* MATERIAL FOR THE TASK
+++++
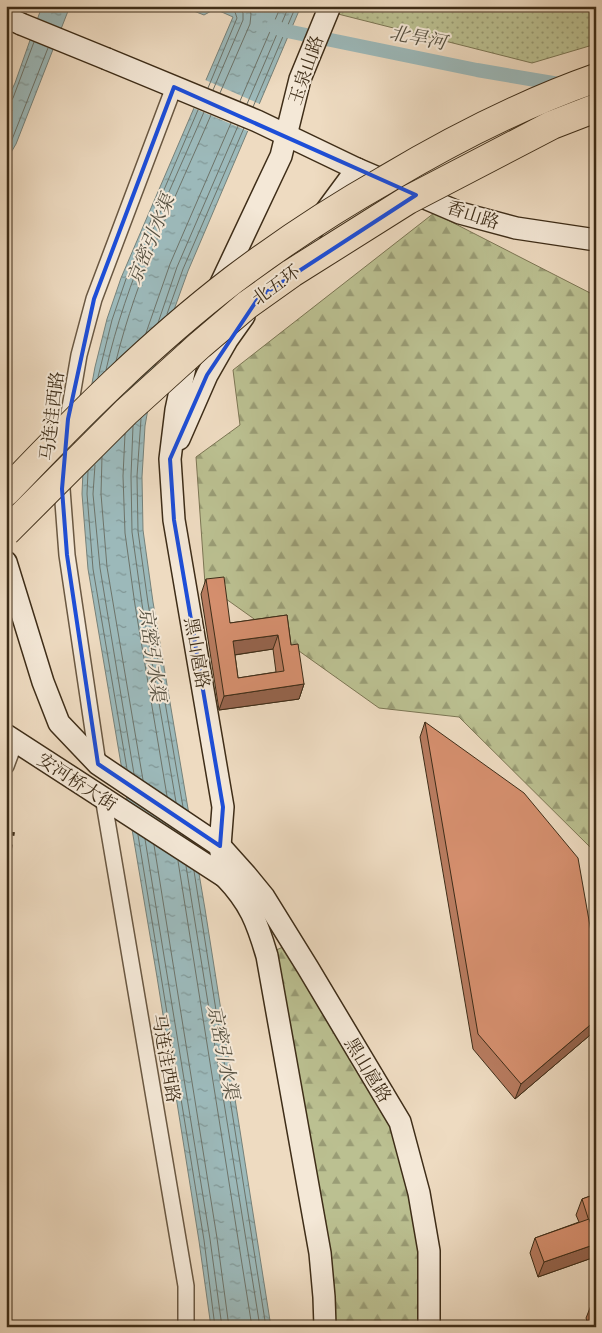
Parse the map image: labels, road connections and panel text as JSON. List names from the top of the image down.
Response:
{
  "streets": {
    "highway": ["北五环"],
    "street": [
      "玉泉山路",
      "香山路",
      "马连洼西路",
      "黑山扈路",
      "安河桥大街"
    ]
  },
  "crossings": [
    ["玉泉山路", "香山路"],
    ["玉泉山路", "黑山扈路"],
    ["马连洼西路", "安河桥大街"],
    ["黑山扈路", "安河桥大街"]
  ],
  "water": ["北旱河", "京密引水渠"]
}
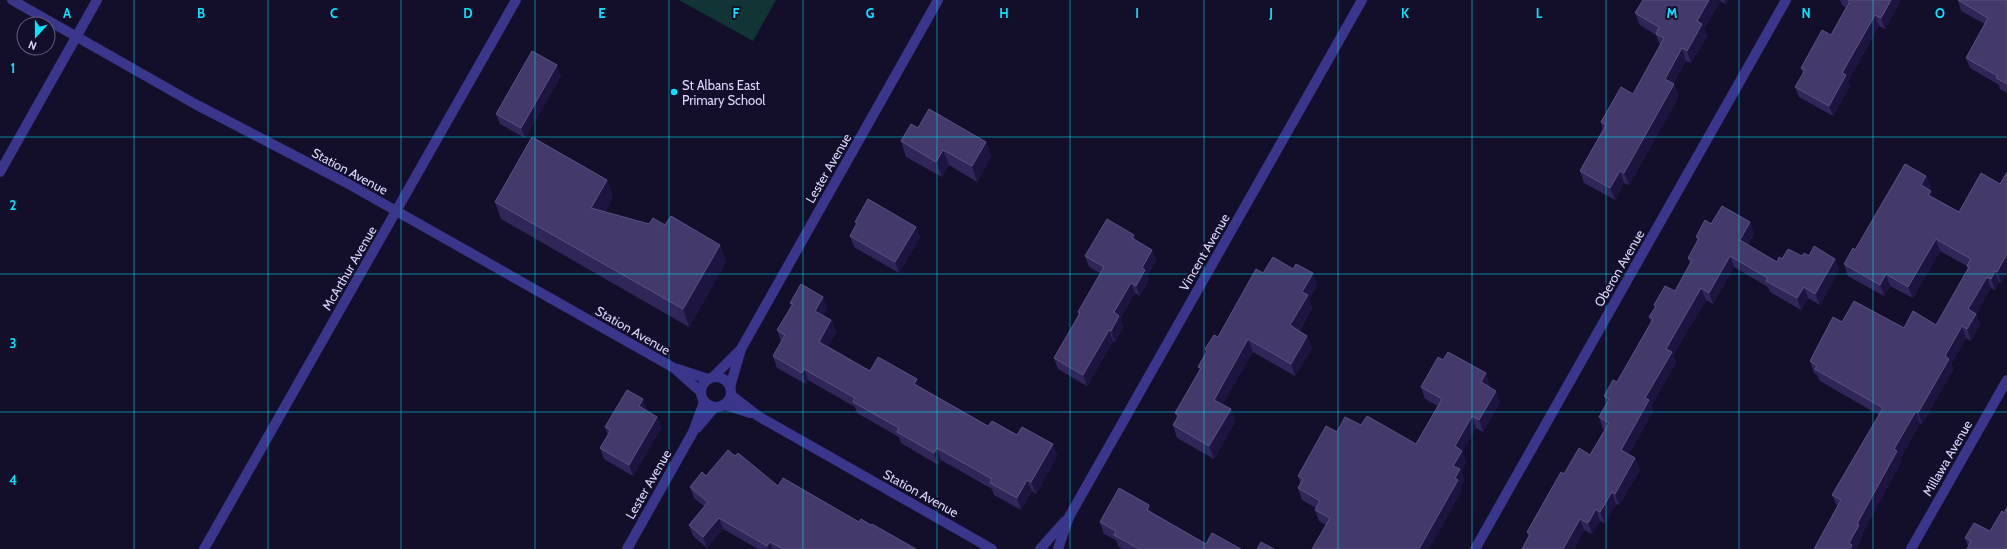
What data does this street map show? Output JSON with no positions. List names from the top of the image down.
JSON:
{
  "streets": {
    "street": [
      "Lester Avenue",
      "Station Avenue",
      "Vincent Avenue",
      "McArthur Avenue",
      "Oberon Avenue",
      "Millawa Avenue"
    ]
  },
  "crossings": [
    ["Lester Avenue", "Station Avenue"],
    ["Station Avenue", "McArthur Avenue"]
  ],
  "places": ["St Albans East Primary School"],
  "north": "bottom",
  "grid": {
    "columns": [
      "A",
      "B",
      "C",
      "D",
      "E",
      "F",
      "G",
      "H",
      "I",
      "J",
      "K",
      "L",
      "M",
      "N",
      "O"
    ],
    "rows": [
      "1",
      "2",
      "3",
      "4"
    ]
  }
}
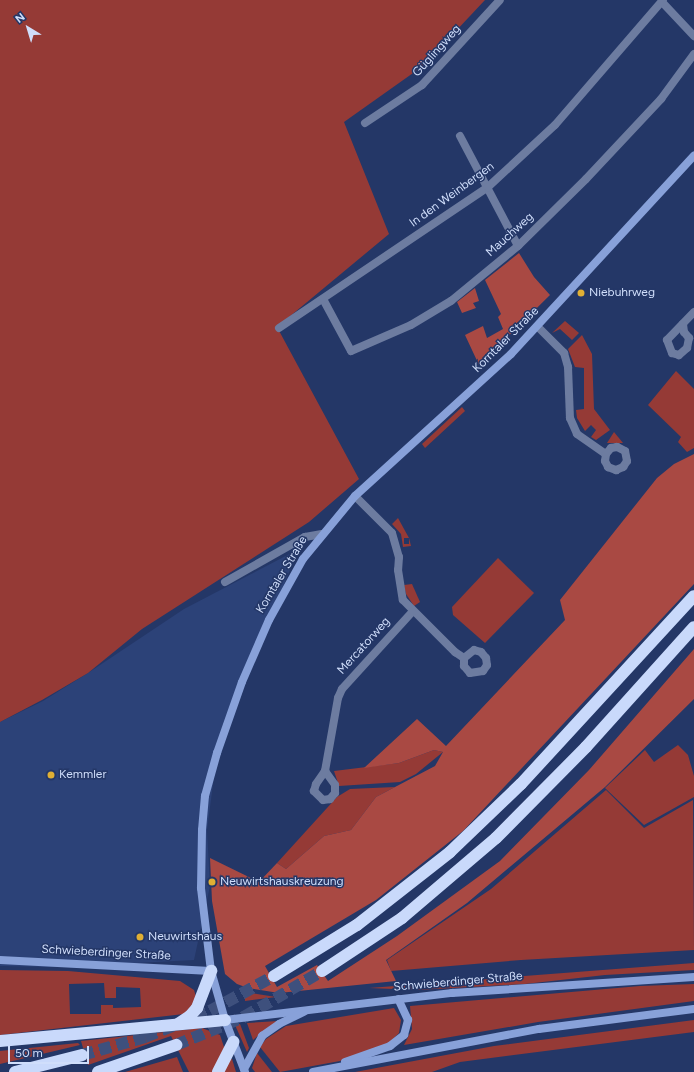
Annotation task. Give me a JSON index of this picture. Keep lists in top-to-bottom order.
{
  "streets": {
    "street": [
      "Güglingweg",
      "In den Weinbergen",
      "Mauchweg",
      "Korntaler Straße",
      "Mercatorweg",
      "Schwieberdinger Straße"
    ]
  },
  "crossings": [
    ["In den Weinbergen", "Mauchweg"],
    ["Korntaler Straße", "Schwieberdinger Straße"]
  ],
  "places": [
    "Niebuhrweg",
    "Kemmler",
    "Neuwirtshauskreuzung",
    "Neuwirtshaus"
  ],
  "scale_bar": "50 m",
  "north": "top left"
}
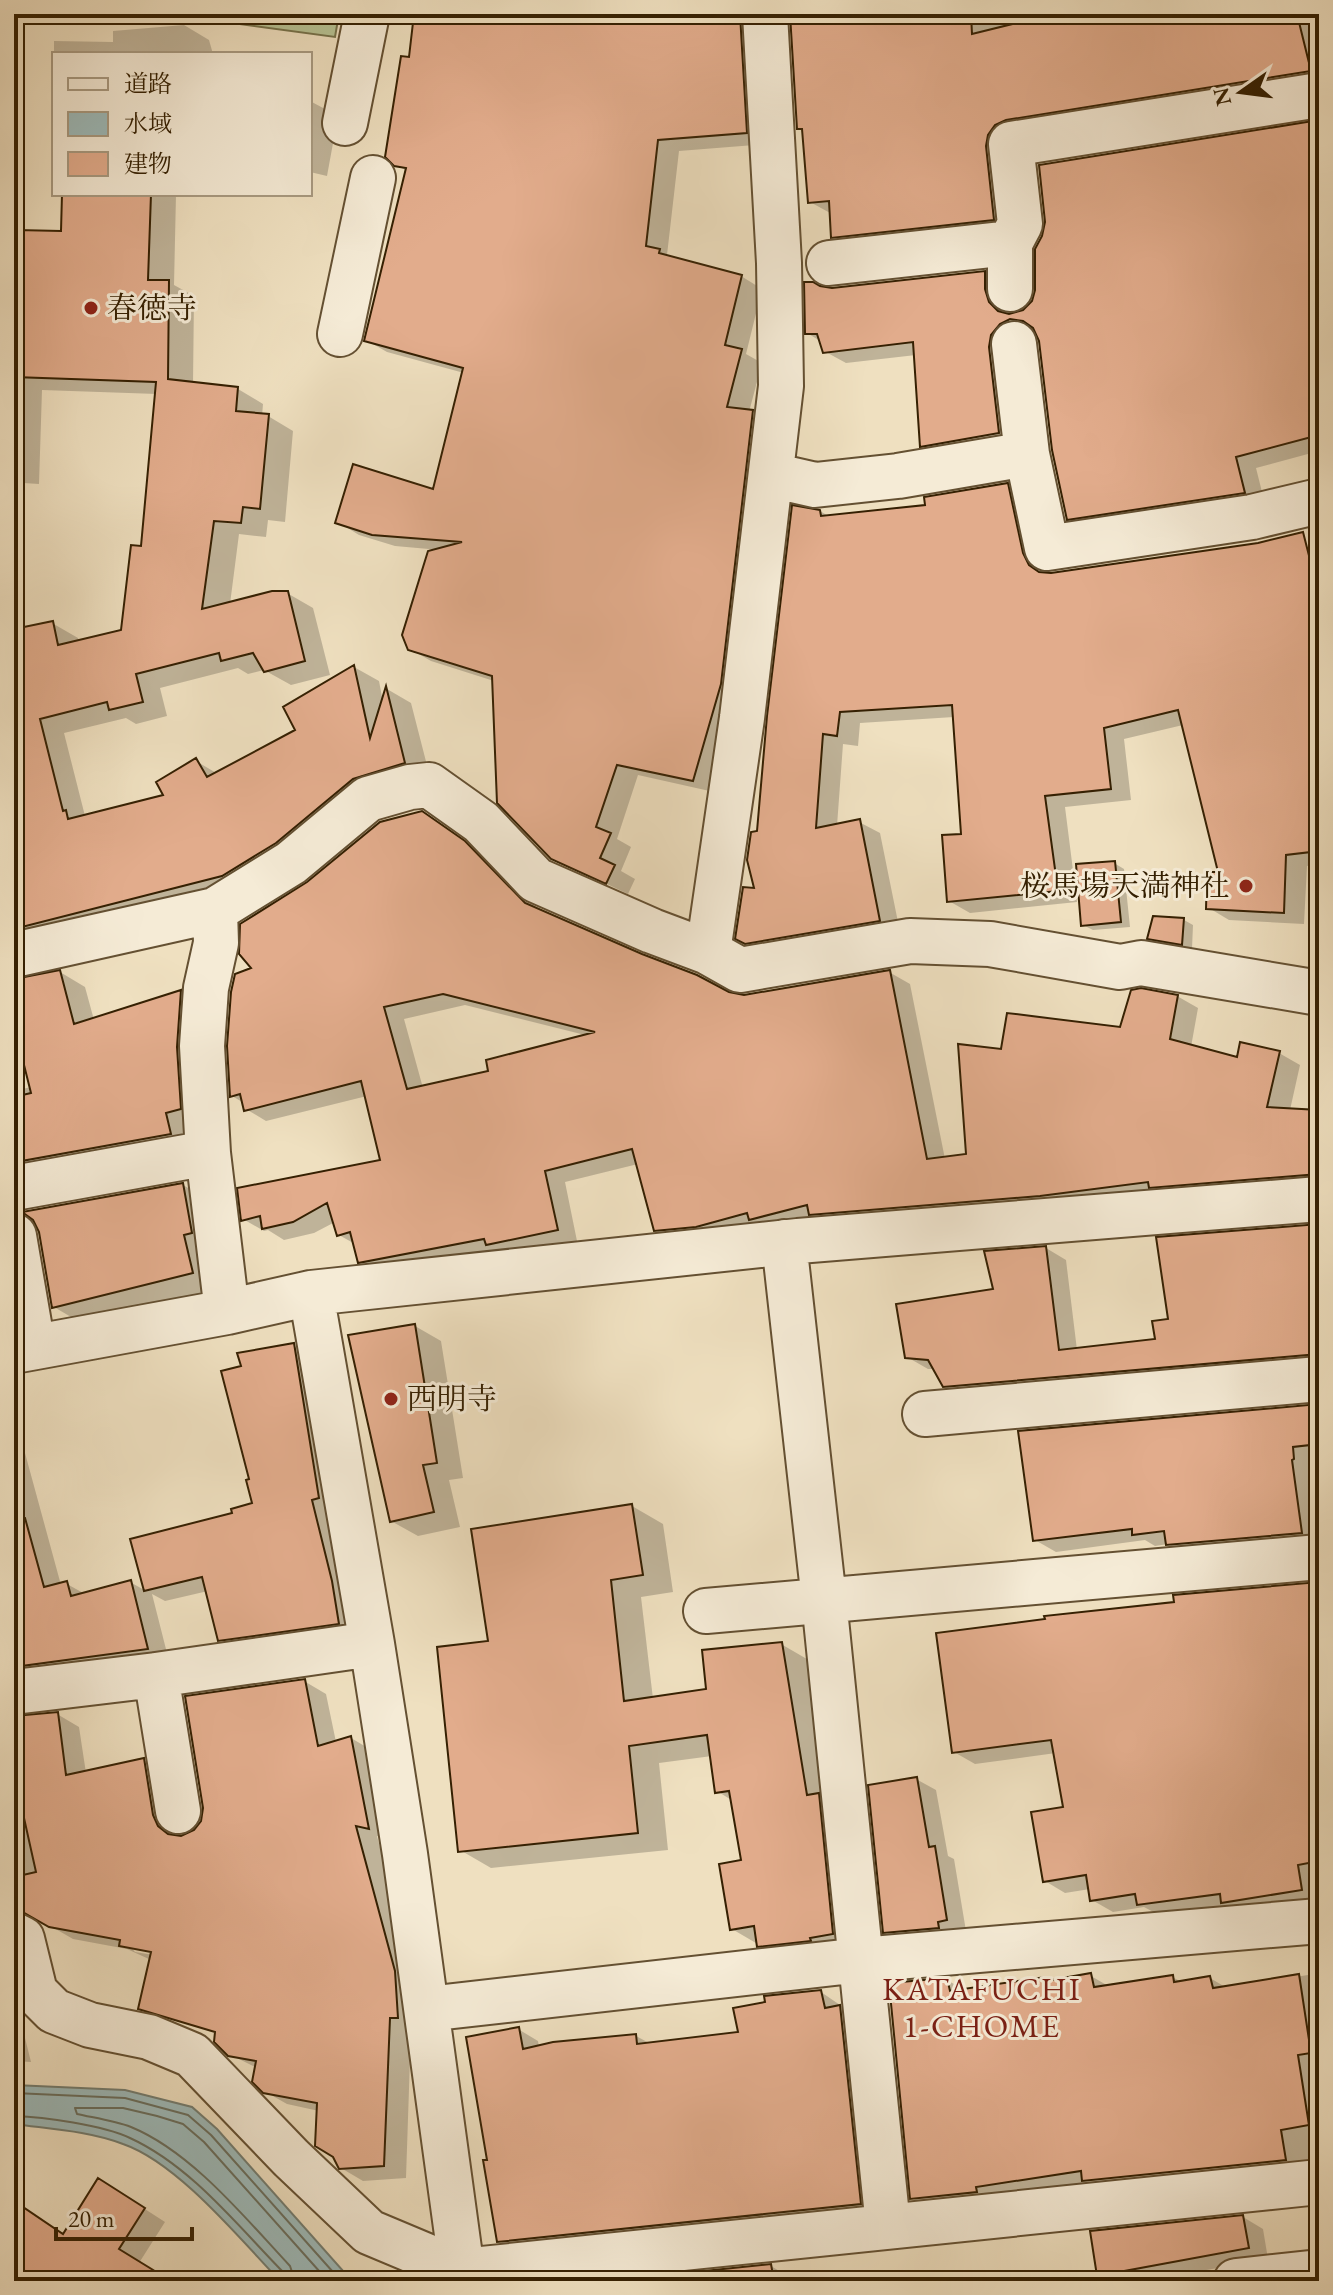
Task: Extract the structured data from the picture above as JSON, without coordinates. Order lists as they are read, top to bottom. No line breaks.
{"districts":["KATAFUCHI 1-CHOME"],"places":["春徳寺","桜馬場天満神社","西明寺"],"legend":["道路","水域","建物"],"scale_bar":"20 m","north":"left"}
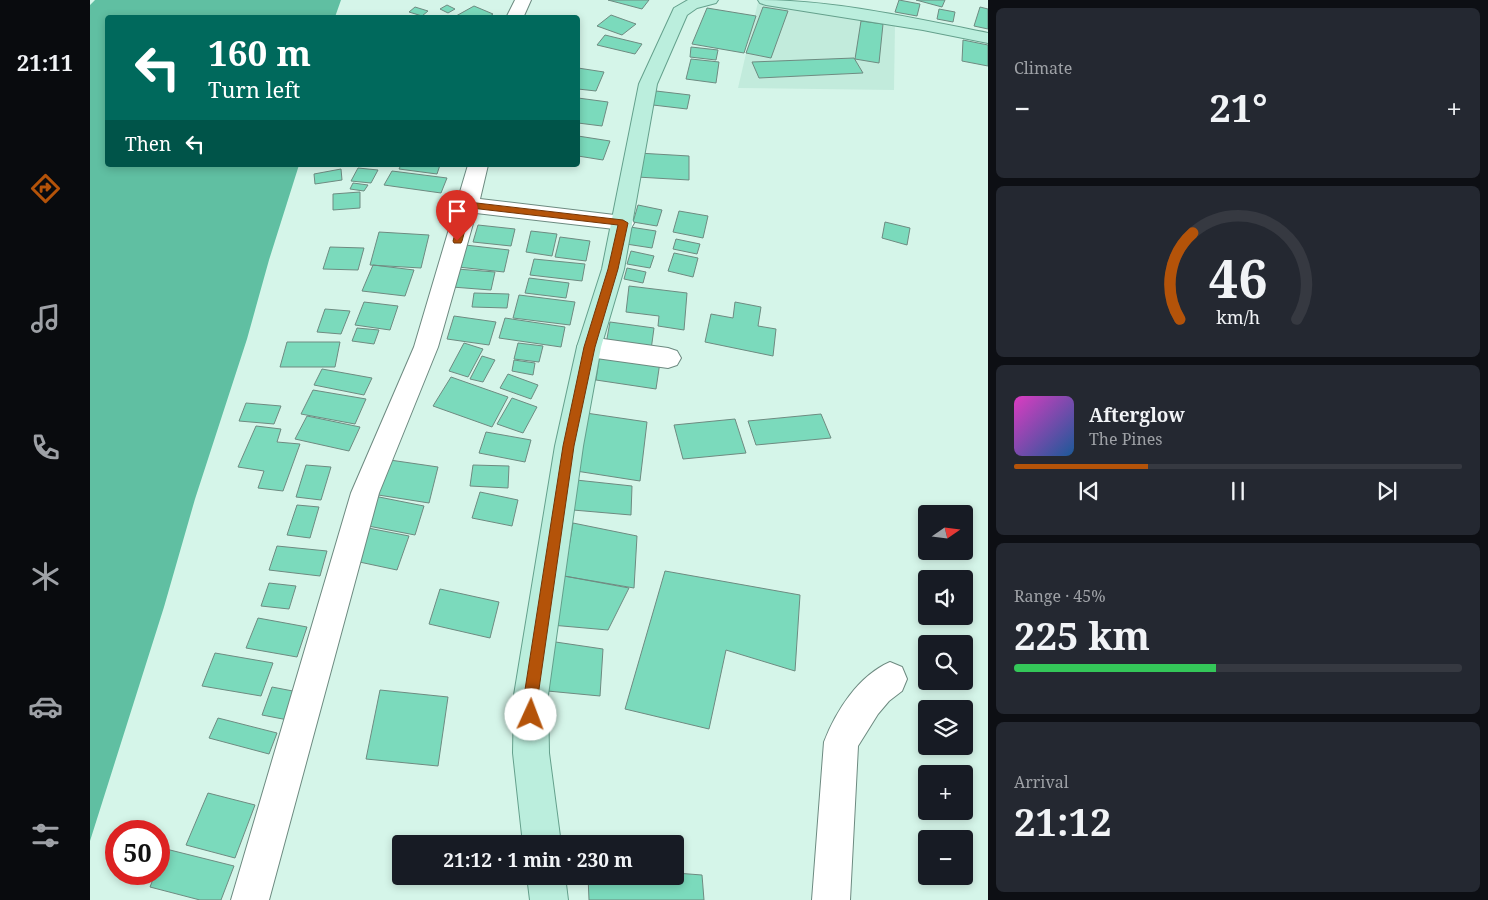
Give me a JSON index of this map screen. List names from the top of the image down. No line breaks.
+++++
Please return all of the material above exactly, minus any pictures.

* SOLUTION
Parse the map image: labels, road connections and panel text as JSON. List names from the top of the image down.
Response:
{
  "streets": {
    "highway": ["北五环"],
    "street": [
      "玉泉山路",
      "香山路",
      "马连洼西路",
      "黑山扈路",
      "安河桥大街"
    ]
  },
  "crossings": [
    ["玉泉山路", "香山路"],
    ["玉泉山路", "黑山扈路"],
    ["马连洼西路", "安河桥大街"],
    ["黑山扈路", "安河桥大街"]
  ],
  "water": ["北旱河", "京密引水渠"]
}
What data does this street map show? Output JSON with no positions. List names from the top of the image down.
JSON:
{
  "streets": {
    "street": [
      "Lester Avenue",
      "Station Avenue",
      "Vincent Avenue",
      "McArthur Avenue",
      "Oberon Avenue",
      "Millawa Avenue"
    ]
  },
  "crossings": [
    ["Lester Avenue", "Station Avenue"],
    ["Station Avenue", "McArthur Avenue"]
  ],
  "places": ["St Albans East Primary School"],
  "north": "bottom",
  "grid": {
    "columns": [
      "A",
      "B",
      "C",
      "D",
      "E",
      "F",
      "G",
      "H",
      "I",
      "J",
      "K",
      "L",
      "M",
      "N",
      "O"
    ],
    "rows": [
      "1",
      "2",
      "3",
      "4"
    ]
  }
}
Annotation task. Give me a JSON index of this picture. Keep lists in top-to-bottom order.
{
  "streets": {
    "street": [
      "Güglingweg",
      "In den Weinbergen",
      "Mauchweg",
      "Korntaler Straße",
      "Mercatorweg",
      "Schwieberdinger Straße"
    ]
  },
  "crossings": [
    ["In den Weinbergen", "Mauchweg"],
    ["Korntaler Straße", "Schwieberdinger Straße"]
  ],
  "places": [
    "Niebuhrweg",
    "Kemmler",
    "Neuwirtshauskreuzung",
    "Neuwirtshaus"
  ],
  "scale_bar": "50 m",
  "north": "top left"
}
Task: Extract the structured data from the picture above as JSON, without coordinates. Order lists as they are read, top to bottom. No line breaks.
{"districts":["KATAFUCHI 1-CHOME"],"places":["春徳寺","桜馬場天満神社","西明寺"],"legend":["道路","水域","建物"],"scale_bar":"20 m","north":"left"}
Give me a JSON index of this map screen. List names from the top of the image down. No line breaks.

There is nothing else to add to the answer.